It’s perfectly normal for people to create more than one will during their lifetimes. After all, the provisions placed in a will when someone is in their 20s or 30s may look drastically different than the provisions that person wants in their wills once they’re in their 70s or 80s.
What happens, however, if more than one will surfaces after someone’s death?
Confusion can reign, and disputes are common
Multiple wills can create considerable problems once they’re submitted to the probate court, especially if they are drastically different from each other or the provisions in one will are in conflict with the provisions in another. That can lead to serious disputes over the estate, especially when different wills favor different beneficiaries.
This often happens when people handwrite (or create “holographic”) wills without properly revoking the wills they’ve made previously. It can also happen when an executor unknowingly presents an older will to the court because the testator never informed them that they’ve made changes – and then a beneficiary steps forward with the newest version.

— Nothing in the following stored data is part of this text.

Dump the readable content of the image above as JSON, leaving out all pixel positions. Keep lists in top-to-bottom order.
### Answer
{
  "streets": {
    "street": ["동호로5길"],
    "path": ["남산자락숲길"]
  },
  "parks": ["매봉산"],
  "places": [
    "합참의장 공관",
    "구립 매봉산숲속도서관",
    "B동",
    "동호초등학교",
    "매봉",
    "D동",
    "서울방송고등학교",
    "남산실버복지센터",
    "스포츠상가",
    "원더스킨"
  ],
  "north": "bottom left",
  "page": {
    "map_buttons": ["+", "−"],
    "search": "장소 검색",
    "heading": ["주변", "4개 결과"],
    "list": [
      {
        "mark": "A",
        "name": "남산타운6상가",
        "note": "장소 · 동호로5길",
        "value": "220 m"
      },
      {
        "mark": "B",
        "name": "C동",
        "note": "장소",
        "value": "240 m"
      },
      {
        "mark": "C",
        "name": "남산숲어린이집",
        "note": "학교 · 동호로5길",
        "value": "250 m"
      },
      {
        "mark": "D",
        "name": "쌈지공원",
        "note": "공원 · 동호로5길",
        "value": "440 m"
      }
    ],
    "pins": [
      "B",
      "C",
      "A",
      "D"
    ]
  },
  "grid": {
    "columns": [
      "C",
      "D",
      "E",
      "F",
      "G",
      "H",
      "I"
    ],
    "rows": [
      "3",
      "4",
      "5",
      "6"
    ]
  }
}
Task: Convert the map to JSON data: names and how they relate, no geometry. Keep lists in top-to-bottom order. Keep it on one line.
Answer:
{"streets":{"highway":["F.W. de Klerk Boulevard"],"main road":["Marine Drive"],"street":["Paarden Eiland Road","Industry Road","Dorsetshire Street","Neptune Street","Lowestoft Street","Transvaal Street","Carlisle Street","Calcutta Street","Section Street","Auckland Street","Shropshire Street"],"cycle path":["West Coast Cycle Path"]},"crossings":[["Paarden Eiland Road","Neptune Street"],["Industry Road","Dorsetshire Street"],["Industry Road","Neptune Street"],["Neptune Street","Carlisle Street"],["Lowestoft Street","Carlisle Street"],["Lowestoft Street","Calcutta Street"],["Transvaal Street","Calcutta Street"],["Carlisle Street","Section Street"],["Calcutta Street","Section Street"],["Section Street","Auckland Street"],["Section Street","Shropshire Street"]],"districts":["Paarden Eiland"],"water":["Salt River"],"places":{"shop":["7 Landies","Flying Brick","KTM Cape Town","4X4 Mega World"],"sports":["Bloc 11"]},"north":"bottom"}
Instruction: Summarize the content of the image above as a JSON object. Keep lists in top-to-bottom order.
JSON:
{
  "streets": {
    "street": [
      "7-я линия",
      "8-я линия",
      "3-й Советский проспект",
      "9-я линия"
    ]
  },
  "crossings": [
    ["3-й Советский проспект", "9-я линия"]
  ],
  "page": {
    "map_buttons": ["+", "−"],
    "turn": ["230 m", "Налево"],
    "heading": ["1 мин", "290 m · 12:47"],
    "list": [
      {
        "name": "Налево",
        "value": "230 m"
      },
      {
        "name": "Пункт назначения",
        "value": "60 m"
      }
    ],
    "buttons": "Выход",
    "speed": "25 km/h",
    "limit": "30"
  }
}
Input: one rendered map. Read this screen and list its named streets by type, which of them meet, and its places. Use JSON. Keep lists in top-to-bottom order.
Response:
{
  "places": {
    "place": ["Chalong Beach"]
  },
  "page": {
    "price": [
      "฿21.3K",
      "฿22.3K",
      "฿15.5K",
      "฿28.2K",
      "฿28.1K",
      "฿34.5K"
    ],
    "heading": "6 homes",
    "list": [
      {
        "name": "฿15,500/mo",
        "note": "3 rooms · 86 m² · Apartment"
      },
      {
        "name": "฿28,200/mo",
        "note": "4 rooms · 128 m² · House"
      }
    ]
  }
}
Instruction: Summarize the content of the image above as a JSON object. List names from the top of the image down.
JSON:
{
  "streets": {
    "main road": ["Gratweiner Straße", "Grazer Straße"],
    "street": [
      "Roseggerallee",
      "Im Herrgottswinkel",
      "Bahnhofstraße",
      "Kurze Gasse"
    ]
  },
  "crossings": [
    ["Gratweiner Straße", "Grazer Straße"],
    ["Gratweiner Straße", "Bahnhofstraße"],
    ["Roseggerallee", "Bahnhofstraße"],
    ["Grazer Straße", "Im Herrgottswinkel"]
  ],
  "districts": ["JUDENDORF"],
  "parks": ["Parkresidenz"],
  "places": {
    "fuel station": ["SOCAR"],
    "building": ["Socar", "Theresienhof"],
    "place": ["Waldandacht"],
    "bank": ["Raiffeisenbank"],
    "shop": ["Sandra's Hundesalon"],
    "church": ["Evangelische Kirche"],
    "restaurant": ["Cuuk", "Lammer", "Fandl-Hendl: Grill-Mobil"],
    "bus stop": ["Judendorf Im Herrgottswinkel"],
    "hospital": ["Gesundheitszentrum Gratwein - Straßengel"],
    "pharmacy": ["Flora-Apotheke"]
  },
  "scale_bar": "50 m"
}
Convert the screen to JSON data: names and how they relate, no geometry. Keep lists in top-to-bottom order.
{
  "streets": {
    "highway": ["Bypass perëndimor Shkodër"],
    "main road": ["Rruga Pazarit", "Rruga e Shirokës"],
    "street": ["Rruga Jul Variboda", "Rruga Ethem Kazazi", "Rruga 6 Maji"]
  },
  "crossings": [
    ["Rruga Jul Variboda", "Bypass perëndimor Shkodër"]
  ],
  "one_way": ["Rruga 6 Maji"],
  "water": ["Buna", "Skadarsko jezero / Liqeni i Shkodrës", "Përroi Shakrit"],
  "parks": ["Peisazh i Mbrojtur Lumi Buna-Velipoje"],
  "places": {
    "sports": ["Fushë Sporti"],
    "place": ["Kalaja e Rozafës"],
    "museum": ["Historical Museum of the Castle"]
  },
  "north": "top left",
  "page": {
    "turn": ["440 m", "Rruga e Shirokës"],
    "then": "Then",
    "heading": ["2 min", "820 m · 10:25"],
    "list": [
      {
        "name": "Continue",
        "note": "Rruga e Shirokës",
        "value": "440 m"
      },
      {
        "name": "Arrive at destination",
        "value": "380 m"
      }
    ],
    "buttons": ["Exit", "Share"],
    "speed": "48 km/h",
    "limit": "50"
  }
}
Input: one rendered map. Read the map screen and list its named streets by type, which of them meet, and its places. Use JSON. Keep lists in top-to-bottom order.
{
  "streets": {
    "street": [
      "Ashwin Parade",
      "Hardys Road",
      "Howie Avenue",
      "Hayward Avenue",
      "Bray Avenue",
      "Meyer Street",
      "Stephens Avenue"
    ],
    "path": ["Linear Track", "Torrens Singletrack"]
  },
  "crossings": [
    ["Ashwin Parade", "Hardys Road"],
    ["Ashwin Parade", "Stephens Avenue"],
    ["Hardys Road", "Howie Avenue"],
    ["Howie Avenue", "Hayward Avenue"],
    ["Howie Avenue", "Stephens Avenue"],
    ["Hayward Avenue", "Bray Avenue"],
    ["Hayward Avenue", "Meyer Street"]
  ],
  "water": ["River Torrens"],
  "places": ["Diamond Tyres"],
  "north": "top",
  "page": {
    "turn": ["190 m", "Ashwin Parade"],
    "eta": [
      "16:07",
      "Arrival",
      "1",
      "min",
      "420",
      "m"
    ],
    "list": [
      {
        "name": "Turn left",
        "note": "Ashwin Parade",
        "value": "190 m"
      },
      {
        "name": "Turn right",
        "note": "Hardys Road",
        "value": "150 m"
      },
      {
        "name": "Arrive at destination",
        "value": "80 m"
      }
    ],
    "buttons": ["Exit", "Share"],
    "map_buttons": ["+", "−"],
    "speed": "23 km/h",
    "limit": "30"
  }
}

In general, the court will usually hold a special hearing to determine which will should prevail. The most recent will, so long as it meets all the statutory requirements to be valid, will usually be the one that controls the outcome of probate – unless it can be proven that the testator was incompetent at the time of its creation, subject to undue influence or there was some other kind of fraud involved.
If you’re the executor of someone’s estate or someone who expects to inherit from a recently deceased loved one and you’ve found multiple wills that seem to reflect different periods in the testator’s life, don’t destroy them. Seeking legal guidance is the most expedient step you can take.